An important decision issued by the Ninth Circuit Court of Appeals last month once again illustrates the one-sided nature of many withdrawal liability disputes and will likely have significant ramifications for many employers withdrawing from underfunded pension plans. The decision holds that the plan correctly applied a credit for a prior partial withdrawal against the employer’s subsequent complete withdrawal before calculating the twenty-year limitation on annual payments provided by ERISA.

By way of background, withdrawal liability is imposed upon an employer when it withdraws from a multiemployer pension fund, and a withdrawal may be either partial or complete. If an employer incurs a partial withdrawal and subsequently incurs either another partial or a complete withdrawal, ERISA directs that the employer be given a credit for the first partial withdrawal. ERISA also limits an employer’s obligation to twenty years of payments.

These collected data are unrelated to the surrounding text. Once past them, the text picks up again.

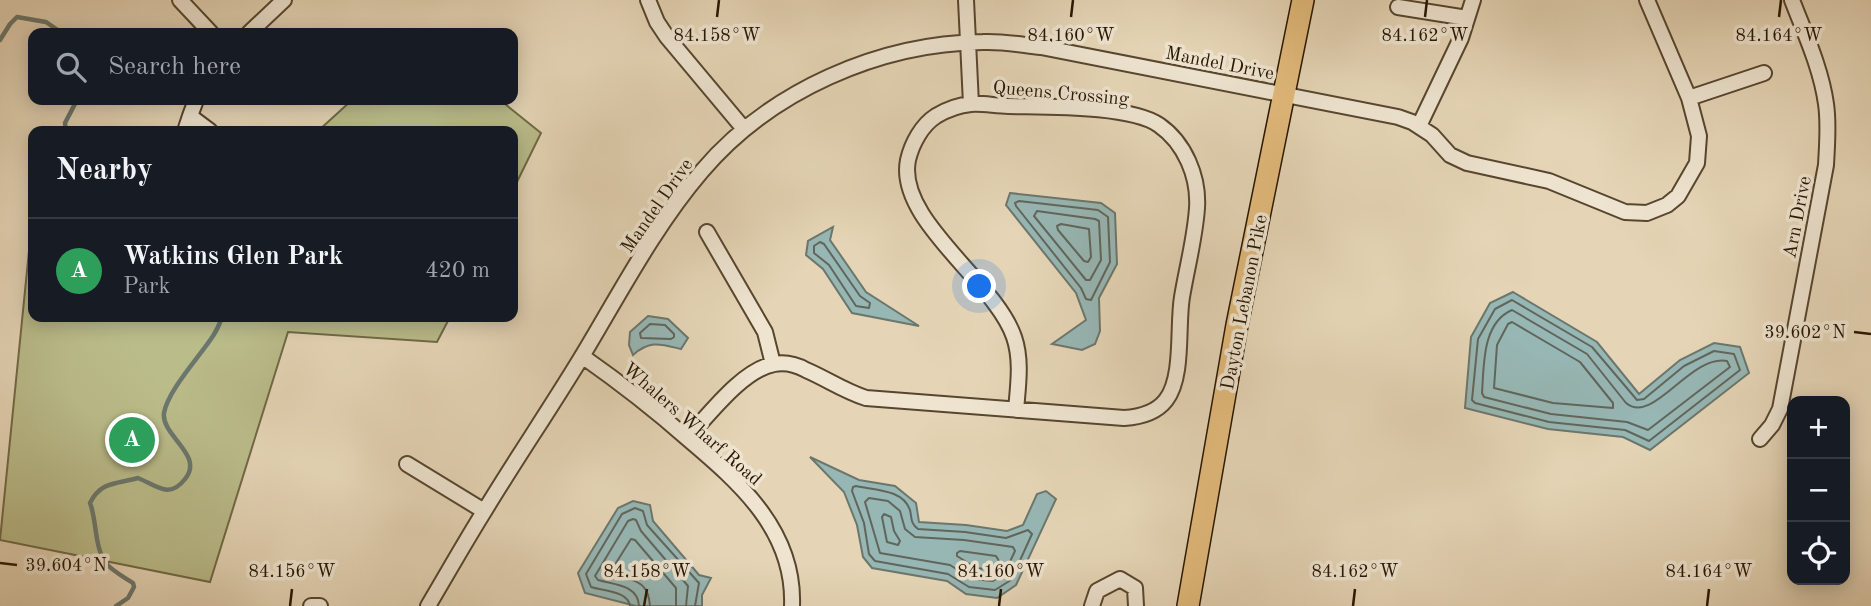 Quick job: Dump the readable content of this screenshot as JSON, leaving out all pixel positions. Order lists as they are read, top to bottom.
{
  "streets": {
    "main road": ["Dayton Lebanon Pike"],
    "street": [
      "Mandel Drive",
      "Queens Crossing",
      "Arn Drive",
      "Whalers Wharf Road"
    ]
  },
  "crossings": [
    ["Mandel Drive", "Dayton Lebanon Pike"],
    ["Mandel Drive", "Whalers Wharf Road"]
  ],
  "page": {
    "search": "Search here",
    "heading": "Nearby",
    "list": [
      {
        "mark": "A",
        "name": "Watkins Glen Park",
        "note": "Park",
        "value": "420 m"
      }
    ],
    "map_buttons": ["+", "−"],
    "pins": "A"
  },
  "coordinates": [
    "84.158°W",
    "84.160°W",
    "84.162°W",
    "84.164°W",
    "39.602°N",
    "39.604°N",
    "84.156°W"
  ]
}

In GCIU-Employer Retirement Fund v. Quad Graphics, Inc., the employer incurred a partial withdrawal followed by a complete. In calculating the subsequent complete withdrawal liability, the plan applied the 20-year cap only after applying the credit for the prior partial. The employer disputed the sequence of calculations, claiming the 20-year cap on the complete withdrawal should be applied before rather than after the application of the credit for the prior partial. The difference between the two methods is huge, and often amounts to millions of dollars.

Affirming the district court, and discounting a 33-year old PBGC opinion letter to the contrary, the Ninth Circuit held that the credit for the prior partial withdrawal is applied before the application of the 20-year cap on payments, drastically increasing the amount of payable withdrawal liability. Because the order in which these items are applied can significantly alter the amount of liability, the decision will likely be used by pension funds to decrease or even eliminate the credit for which withdrawn employers would otherwise qualify.

The primary problem with this decision is that it completely overlooks the fundamental difference between unfunded vested benefits and withdrawal liability. Indeed, some funds are so underfunded that applying the credit against the unfunded vested benefits will completely eliminate the credit.

But as the statute makes clear, an employer’s unfunded vested benefits are merely the starting point for the calculation of withdrawal liability. See 29 U.S.C. § 1381(b). Importantly, the statute makes clear that the credit is granted against withdrawal liability (as opposed to unfunded vested benefits). 29 U.S.C. § 1386(b)(“any withdrawal liability of that employer for a partial or complete withdrawal from that plan in a subsequent plan year shall be reduced by the amount of any partial withdrawal liability … of the employer with respect to the plan for a previous plan year.”)(emphasis added).

Accordingly, the credit should not be applied until the withdrawal liability – including the 20-year cap – has been fully calculated. Only after a fund has calculated the subsequent withdrawal liability should the prior partial credit be applied to reduce that subsequent withdrawal liability. And because, properly speaking, there is no withdrawal liability under the statute until the 20-year payment cap has been applied, the credit cannot be applied until this happens. It’s like trying to frost a cake before it’s been baked – it makes no sense, and all you get is a mess. Once the fundamental difference between unfunded vested benefits and withdrawal liability is grasped, it is easy to see why the Ninth Circuit made such a mess of this decision.

That said, it remains to be seen whether other circuits will follow the Ninth Circuit’s misreading of the statute. However, it is likely that most pension funds will, as it is in their interest to do so. Employers faced with a fund relying on the Quad Graphics opinion should consider all their options.